Trends in Psychopharmacology

Adjunct Professor of Psychiatry, University of California San Diego

Antidepressants

New psychopharmacologic treatments of interest include several late-stage products, most of which have mechanisms similar to products already on the market. In the area of depression, there are drugs that are active metabolites of known antidepressants (desvenlafaxine and radafaxine), and drugs that combine actions of known agents (ie, the “triple” reuptake inhibitors that block the transporters for serotonin, norepinephrine, and dopamine). Triple reuptake inhibitors may provide a therapeutic advance, especially for patients with symptoms hypothetically linked to dopamine, such as cognitive problems, sexual dysfunction, lack of motivation, and fatigue. Other agents in late-stage development for depression include a controlled-release formulation of the serotonin (5-HT)_1A partial agonist, gepirone, and an interesting dual-action agent, agomelatine, which combines agonist actions at melatonin 1 and 2 receptors with antagonist actions at 5-HT_2C receptors. Agents earlier in development for depression include the novel 3 agonists, neurokinin 2 antagonists, corticotropin releasing factor antagonists, vasopressin 1B antagonists, an injectable pentapeptide, nemifitide, and many more.

Antipsychotics

In the area of schizophrenia, late-stage products include new atypical antipsychotics, such as asenapine and iloperidone, as well as a novel dopamine partial agonist, bifeprunox.

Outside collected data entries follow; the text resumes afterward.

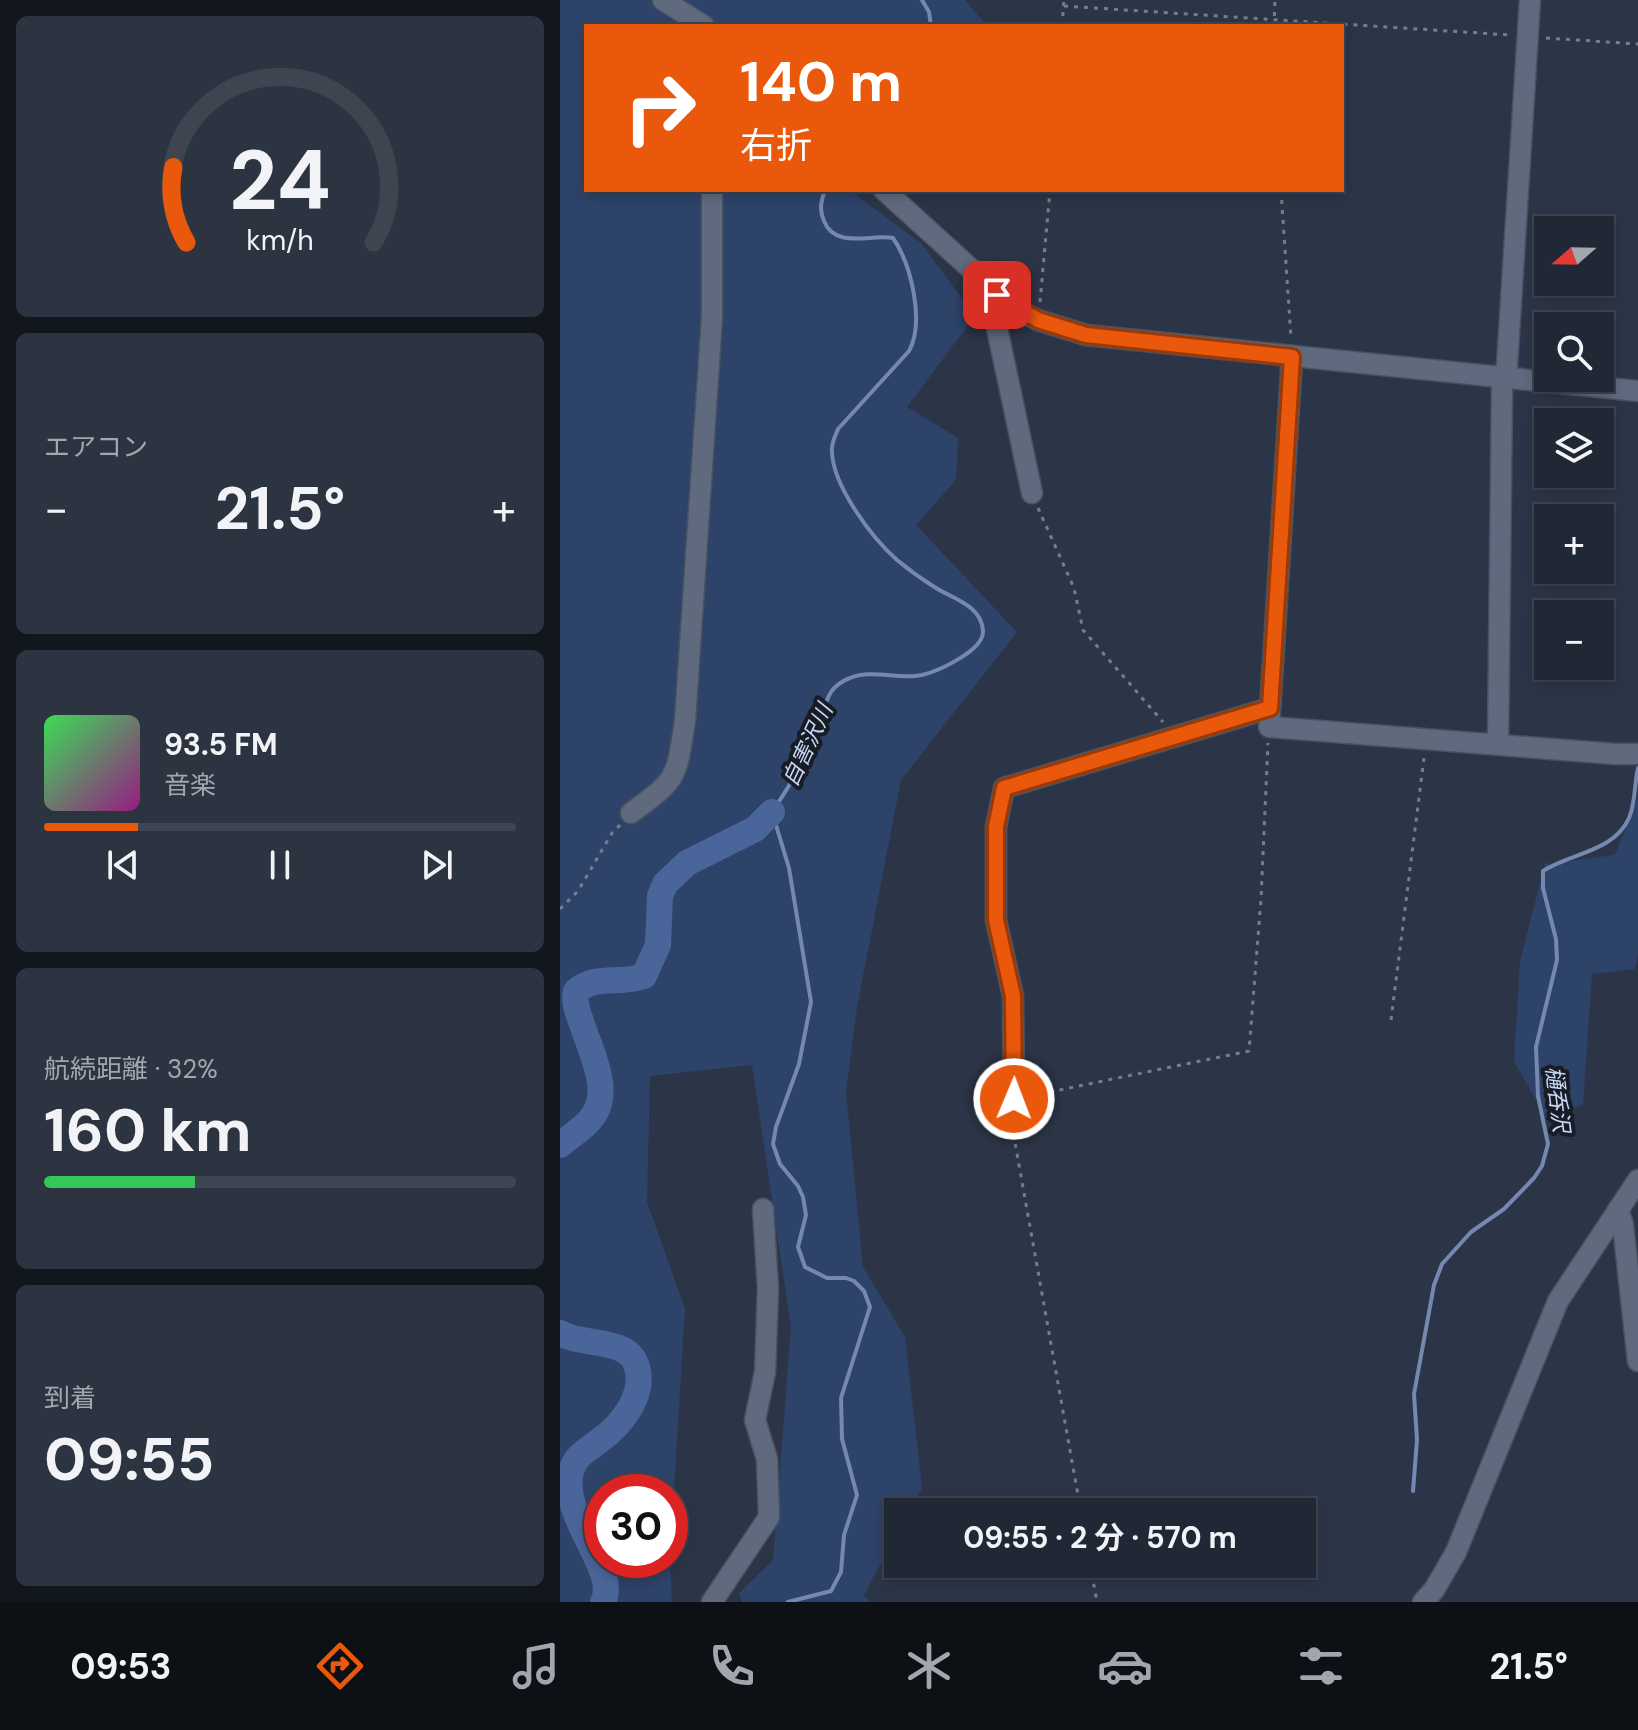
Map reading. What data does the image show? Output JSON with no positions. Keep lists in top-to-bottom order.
{
  "water": ["自害沢川", "樋呑沢"],
  "north": "left",
  "page": {
    "turn": ["140 m", "右折"],
    "map_buttons": ["+", "−"],
    "tile": [
      "エアコン",
      ["航続距離 · 32%", "160 km"],
      ["到着", "09:55"]
    ],
    "heat": ["−", "21.5°", "+"],
    "song": ["93.5 FM", "音楽"],
    "limit": "30",
    "trip": "09:55 · 2 分 · 570 m",
    "tabs": ["09:53", "21.5°"],
    "gauge": ["24", "km/h"]
  }
}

Agents earlier in development for schizophrenia include those working by non-dopaminergic mechanisms, such as 5-HT_2C agonists; glycine transport inhibitors that boost co-agonist glycine actions at N-methyl-D-aspartate glutamate receptors; positive allosteric modulators of N-methyl-D-aspartate as well as post-synaptic metabotrophic glutamate receptors; and antagonists of presynaptic metabotrophic glutamate autoreceptors. There are also a number of augmentation strategies for novel mechanisms to be added to atypical antipsychotics, including 5-HT_2A inverse agonists and 5-HT_1A antagonists.

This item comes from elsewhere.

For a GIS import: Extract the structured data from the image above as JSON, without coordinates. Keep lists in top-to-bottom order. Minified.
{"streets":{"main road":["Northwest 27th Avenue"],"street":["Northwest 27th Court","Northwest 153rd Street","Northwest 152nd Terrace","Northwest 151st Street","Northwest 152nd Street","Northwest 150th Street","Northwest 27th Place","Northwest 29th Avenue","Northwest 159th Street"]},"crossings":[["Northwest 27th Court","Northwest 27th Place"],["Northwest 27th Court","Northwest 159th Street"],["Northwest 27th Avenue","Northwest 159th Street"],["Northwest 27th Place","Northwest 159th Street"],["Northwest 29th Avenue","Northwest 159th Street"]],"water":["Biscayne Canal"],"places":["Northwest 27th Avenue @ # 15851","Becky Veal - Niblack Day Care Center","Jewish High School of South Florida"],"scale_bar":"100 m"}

Disclosure: Dr. Stahl is a consultant to, is on the speaker’s bureaus of, or receives grant/research support from Acadia, Amylin, AstraZeneca, Biolaunch, Biovail, Bristol-Myers Squibb, Boehringer-Ingelheim, Cephalon, CSC Pharmaceuticals, Cyberonics, Cypress, Eli Lilly, Epix, Forest, GlaxoSmithKline, Janssen, Neurocrine, Neuromolecular, Neuronetics, NovaDel, Novartis, Organon, Otsuka, Pfizer, Pierre Fabre, Sanofi, ScheringPlough, Sepracor, Solvay, Shire, Somaxon, Tetragenix, and Wyeth.